Some companies ask for W-2’s as part of the background check. If an employer discovers that you lied during the interview process your offer may be rescinded.
One thing to remember, when stating your current salary be sure to note whether that number includes your benefits. While many companies have more standard benefits such as health insurance other companies offer professional development, tuition reimbursement, and more.
***Recently, some states have passed laws prohibiting employers from asking job applicants about their salary history. Here is a running list of Salary History Bans.
How to you decide on a salary range?
Research, research, research. The best way to be ready for the dreaded salary question is to prepare in advance. There is plenty of information readily available.
One of the easiest ways to find out salary information is online. There are websites that offer solid salary information. Start with these:
Bureau of Labor and Statistics (Wage Data by Area and Occupation)
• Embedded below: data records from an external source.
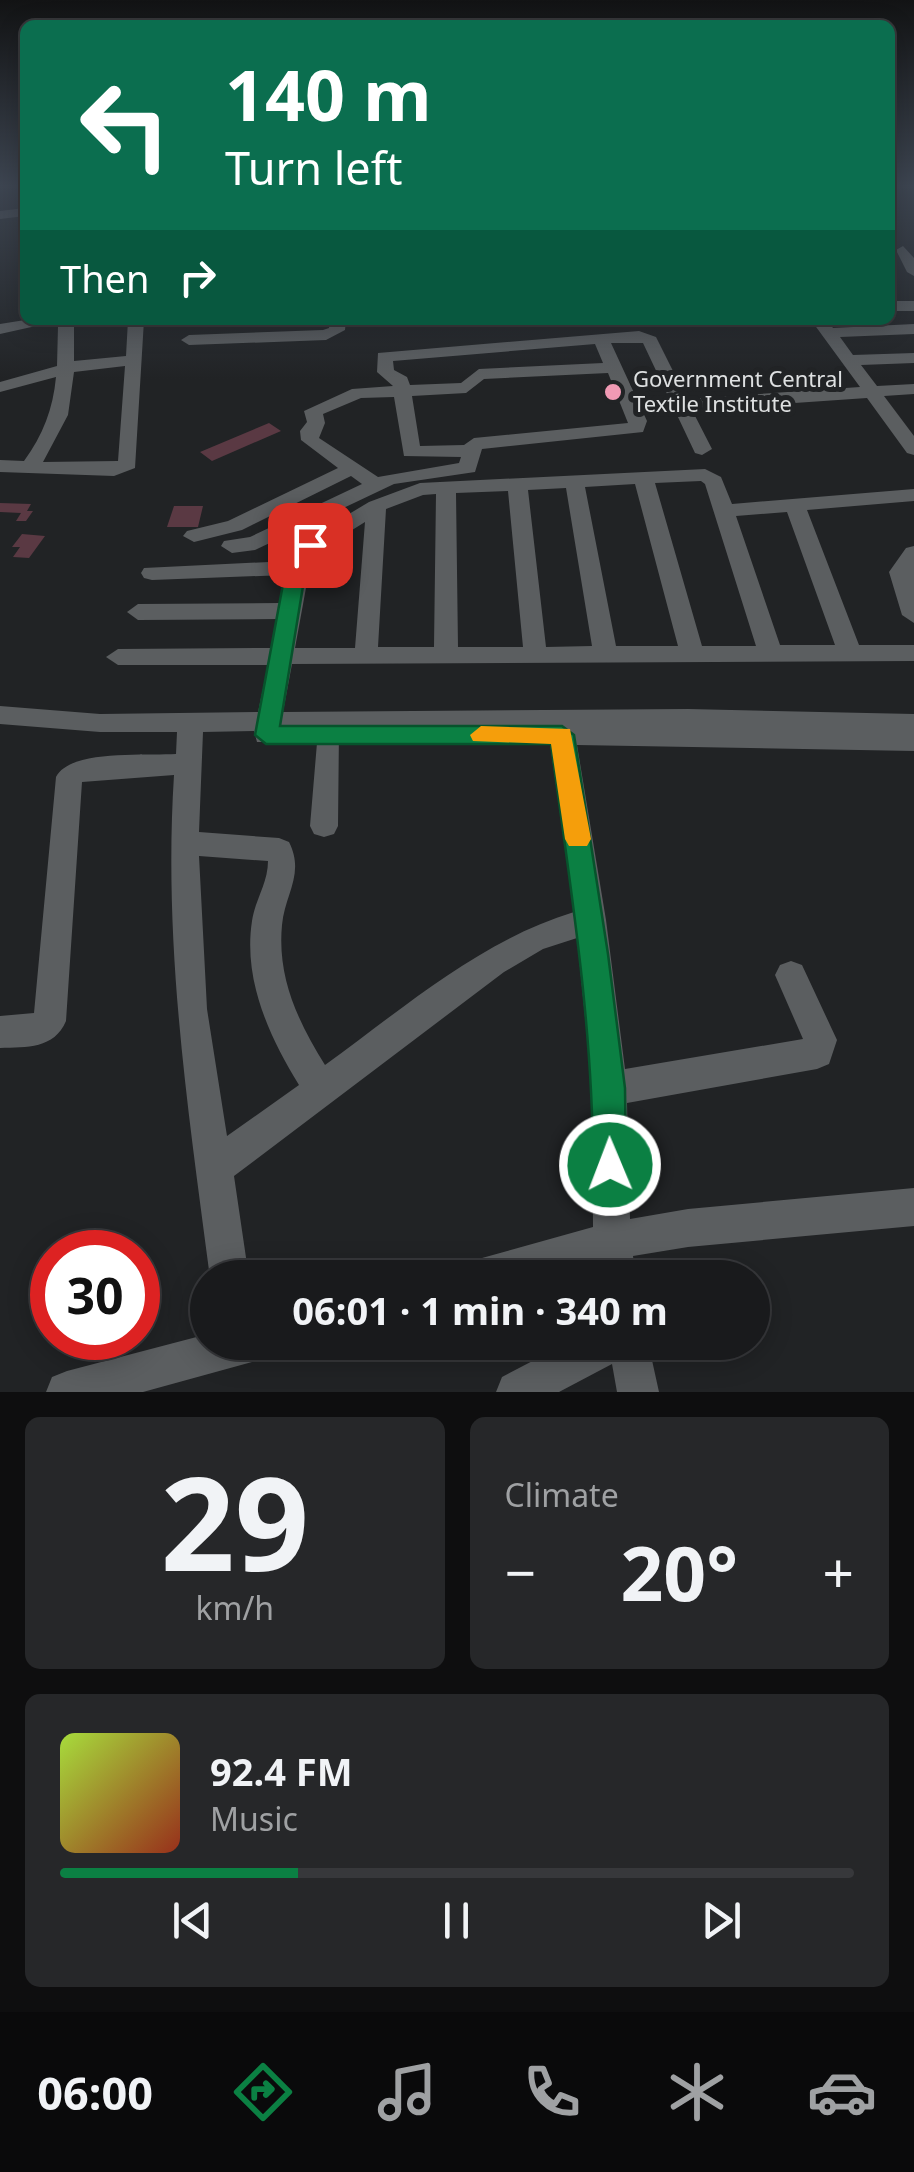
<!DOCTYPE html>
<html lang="en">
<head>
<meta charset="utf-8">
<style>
	:root { --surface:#191a1c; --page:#262729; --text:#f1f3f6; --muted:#9fa1a3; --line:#37383b; --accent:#0b8043 }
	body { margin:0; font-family:"Noto Sans",sans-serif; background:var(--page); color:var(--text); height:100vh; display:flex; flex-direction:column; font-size:38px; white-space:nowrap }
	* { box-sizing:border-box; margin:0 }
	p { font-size:32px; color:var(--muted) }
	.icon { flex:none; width:55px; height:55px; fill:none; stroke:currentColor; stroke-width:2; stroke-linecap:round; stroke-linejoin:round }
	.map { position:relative; height:1392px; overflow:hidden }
	.sheet { display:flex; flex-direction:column; gap:25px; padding:25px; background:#0e0e0f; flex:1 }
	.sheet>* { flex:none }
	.guide { position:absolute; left:20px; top:20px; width:875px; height:305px; border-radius:15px; box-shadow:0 5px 25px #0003,0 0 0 2px var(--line); background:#0b6e4f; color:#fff; overflow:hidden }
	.speed { position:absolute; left:30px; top:1230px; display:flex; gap:20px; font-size:50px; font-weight:700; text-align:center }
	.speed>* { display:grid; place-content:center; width:130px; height:130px; border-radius:50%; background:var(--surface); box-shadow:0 5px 25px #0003,0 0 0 2px var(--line); line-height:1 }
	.speed .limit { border:15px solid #d22; background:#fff; color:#111 }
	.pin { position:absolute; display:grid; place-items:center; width:85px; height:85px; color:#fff; margin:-42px; border-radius:20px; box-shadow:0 5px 15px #0006 }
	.me { position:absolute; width:110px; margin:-55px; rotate:359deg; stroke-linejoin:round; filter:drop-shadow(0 0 8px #0008) }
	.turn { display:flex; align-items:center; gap:35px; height:210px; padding:0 40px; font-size:45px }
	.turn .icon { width:130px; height:130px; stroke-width:2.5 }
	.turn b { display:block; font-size:70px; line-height:85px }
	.then { display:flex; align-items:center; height:95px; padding:0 40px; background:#0003; gap:20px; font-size:38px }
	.big { font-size:75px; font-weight:700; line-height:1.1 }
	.sheet .tile { flex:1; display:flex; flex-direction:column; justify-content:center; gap:15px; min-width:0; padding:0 35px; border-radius:15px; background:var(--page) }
	.sheet .dial { align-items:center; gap:0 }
	.dial b { font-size:130px; line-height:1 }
	.song { display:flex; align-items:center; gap:30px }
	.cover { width:120px; height:120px; border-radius:15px; background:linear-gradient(135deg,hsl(80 70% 55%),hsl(10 70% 35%)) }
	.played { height:10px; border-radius:5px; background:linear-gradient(90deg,var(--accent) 30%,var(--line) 30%) }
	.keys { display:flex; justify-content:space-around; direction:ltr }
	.heat { display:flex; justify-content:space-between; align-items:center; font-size:55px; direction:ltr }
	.sheet .tiles { flex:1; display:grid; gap:25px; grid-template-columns:1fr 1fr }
	.tile:last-child { grid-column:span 2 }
	.trip { position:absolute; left:190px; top:1260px; width:580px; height:100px; border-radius:50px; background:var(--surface); box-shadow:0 5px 25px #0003,0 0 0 2px var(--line); font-weight:700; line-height:100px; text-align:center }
	.dock { display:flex; height:160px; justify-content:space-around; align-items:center; background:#0a0a0b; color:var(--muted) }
	.dock .icon { width:70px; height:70px }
	.dock .on { color:var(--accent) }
	.dock b { font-size:45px; color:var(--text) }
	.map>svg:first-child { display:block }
	.building { fill:#5a3943 }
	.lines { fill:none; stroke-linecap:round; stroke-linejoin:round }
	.minor { fill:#5b5e60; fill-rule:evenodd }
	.route { fill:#0b8043; stroke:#07532c; stroke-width:2.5 }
	.slow { fill:#f59e0b }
	.poi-dot { fill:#f09ab4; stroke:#212325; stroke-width:4 }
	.labels { text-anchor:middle; stroke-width:10; stroke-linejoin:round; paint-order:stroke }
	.far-poi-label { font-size:22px; fill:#dee0e1; stroke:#212325; text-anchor:start }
</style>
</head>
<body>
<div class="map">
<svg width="914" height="1392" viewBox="0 0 914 1392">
	<rect width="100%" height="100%" fill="#212325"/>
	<!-- building -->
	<path class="building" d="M269,423L281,431L212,461L200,452Z
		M0,503L31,504L27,511H33L26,521H16L21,513L0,512Z
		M174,506H203L198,527H167Z
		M22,534L45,536L29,558L13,557L20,547H12Z"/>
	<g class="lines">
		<!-- minor -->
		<path class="minor" d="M25,208V216L0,219V211Z
			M903,246L914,258V276L907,272L896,250Z
			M890,301H914V311H890Z
			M25,320H70L74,325V361L126,356L128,320H144L135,468L114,476L0,472V460L24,461C43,435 53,409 56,377L0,392V382L57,366L58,326L54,322L0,334V324ZM125,366L118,461L43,462L68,415L74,372Z
			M330,320H346L345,330L326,340L189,345L181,340L189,335L323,330L329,328Z
			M811,320H827L833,328L914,324V334L840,337L853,355L914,353V363L861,365L877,386L914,384V394L884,396L914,436V455L907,453L867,398L692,410L712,449L702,455L695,453L643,343H611L647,421L643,432L482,449L475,472L394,484L255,550L232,553L221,546L224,541L250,537L362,484L351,476L242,530L194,542L183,536L187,531L228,521L338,468L301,440L300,431L307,422L304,411L352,389L393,386L377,372L378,353L639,331L656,337L687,399L860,387ZM595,344L603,363L479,369L461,383L410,385L407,377L394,370L393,361ZM608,373L628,423L474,438L464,445L420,446L412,396L466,393L484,379ZM394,397L404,456L461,457L459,463L378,477L319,438L325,423L323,414L361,398Z
			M705,469L721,477L732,504L914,489V501L807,510L859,645H914V661L292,664L283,712L688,709L914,714V751L577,745L606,920L625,1069L803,1039L775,975L780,965L791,961L802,965L837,1040L829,1064L817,1069L627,1103L630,1219L688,1209L914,1188V1226L688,1247L633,1256L636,1278H597L596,1264L550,1278H463L468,1264L482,1258L593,1227L592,1086L577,938L543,949L504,972L234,1176L249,1278H210C188,1109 163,946 174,775L82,782L66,1021C54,1049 27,1047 0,1048V1016L34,1013L56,777C70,749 146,756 176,754L177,732H100L0,724V706L100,714L258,712L268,665H118L106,657L118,649L271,648L277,619L138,620L127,612L138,604L280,603L286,575L152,580L144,578L141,573L144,568L289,561L294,547L369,502L420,483ZM701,481L705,484L756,646H702L655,483ZM635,484L678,646H616L585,487ZM566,488L592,646L546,647L528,490ZM508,491L523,647H458L456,493ZM436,494L434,647H378L386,509L423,495ZM787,512L835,645H780L736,516ZM365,522L355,648H295L312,555ZM548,729L574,912C479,941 404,1008 325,1065C298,1022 277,977 282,925C285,893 305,874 289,842L279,838L199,832L203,732L254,731L257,742H275L280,731H318L310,826L314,834L324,837L334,834L338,826L339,730ZM199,856L268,861C268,883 255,900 252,921C243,980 269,1036 299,1085L227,1136L207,1009Z
			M914,546V623L902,615L889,572L906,548Z
			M208,1334V1342H272L266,1356L252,1362L143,1392H46L52,1377L67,1371Z
			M569,1342H648L659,1392H617L612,1364L559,1392H496L502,1377Z"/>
	</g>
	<!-- sky -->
	<linearGradient id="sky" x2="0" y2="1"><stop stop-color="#121314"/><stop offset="0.49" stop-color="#3d4551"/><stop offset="1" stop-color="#3d4551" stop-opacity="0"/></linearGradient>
	<rect width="914" height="379" fill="url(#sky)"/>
	<!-- route -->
	<path class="route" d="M310,539L319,545L306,568L280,726H562L574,735L608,954L625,1088L626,1165L621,1177L610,1182L598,1177L593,1165C593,1024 570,884 551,744H266L255,735L286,568L303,541Z"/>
	<!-- slow -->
	<path class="slow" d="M481,726L570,729L591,839L587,846H569L565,839L551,744L473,741L470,735Z"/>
	<!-- markers -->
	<circle class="poi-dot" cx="613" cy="392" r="10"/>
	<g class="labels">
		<!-- far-poi labels -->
		<g class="far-poi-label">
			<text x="633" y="387">Government Central<tspan x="633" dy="25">Textile Institute</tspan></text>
		</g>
	</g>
</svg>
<div class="speed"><div class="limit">30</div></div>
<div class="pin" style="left:310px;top:545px;background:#d93025"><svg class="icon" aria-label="arrive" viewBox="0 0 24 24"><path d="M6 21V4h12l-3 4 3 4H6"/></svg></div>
<svg class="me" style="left:610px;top:1165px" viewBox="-20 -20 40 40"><circle r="17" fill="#0b8043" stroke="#fff" stroke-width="3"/><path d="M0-11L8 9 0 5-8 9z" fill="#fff"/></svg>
<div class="trip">06:01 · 1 min · 340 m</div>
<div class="guide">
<div class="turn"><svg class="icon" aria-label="left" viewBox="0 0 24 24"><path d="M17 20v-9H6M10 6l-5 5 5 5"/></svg><div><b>140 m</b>Turn left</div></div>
<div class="then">Then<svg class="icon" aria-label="right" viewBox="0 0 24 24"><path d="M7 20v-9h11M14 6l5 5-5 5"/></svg></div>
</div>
</div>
<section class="sheet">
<div class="tiles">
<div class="tile dial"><b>29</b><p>km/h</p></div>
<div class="tile"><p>Climate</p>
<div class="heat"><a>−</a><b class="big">20°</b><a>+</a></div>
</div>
<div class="tile">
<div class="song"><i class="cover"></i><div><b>92.4 FM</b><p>Music</p></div></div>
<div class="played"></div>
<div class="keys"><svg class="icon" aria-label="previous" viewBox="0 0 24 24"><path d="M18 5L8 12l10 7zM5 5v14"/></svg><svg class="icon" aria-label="pause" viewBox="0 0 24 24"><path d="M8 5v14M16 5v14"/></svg><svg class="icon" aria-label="next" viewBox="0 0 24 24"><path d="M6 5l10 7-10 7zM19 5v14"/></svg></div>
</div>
</div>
</section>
<nav class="dock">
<b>06:00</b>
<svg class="icon on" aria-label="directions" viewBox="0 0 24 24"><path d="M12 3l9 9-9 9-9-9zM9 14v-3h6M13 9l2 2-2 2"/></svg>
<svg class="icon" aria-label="music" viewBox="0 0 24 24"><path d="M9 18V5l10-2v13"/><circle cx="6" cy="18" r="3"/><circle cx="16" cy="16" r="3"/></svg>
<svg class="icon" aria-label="phone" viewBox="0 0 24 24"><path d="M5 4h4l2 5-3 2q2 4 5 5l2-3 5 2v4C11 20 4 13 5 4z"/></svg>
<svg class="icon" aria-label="climate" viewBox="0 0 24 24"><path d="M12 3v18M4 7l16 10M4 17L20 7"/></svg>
<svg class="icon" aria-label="car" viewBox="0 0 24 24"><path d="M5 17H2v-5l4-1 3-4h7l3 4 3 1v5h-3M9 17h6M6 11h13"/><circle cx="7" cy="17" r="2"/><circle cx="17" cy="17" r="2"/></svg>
</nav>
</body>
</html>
Occupational Outlook Handbook (Earnings)
After conducting some online research get additional information by talking to people either familiar with or working in your target position. Start with your friends and family. Next ask for introductions to anyone they know who might be helpful. Don’t forget your college or university alumni association which can be an immense resource.
Remember that compensation is more than just salary. Compensation includes numerous benefits including: healthcare, vacation, tuition reimbursement, flexible schedules, summer Fridays, etc. Don’t discount the value of a corporate cafeteria with discounted, healthy meals or the option to work remotely even if it’s only one day a week. Make a list of the criteria that’s most important to help you evaluate job offers.
Talking salary is tricky for both sides. Therefore, there will always be some anxiety when the topic of salary comes up. However, until people start working for free, there’s no way to avoid it. Prepare your answer to the salary question before you begin your job search to avoid getting caught off guard.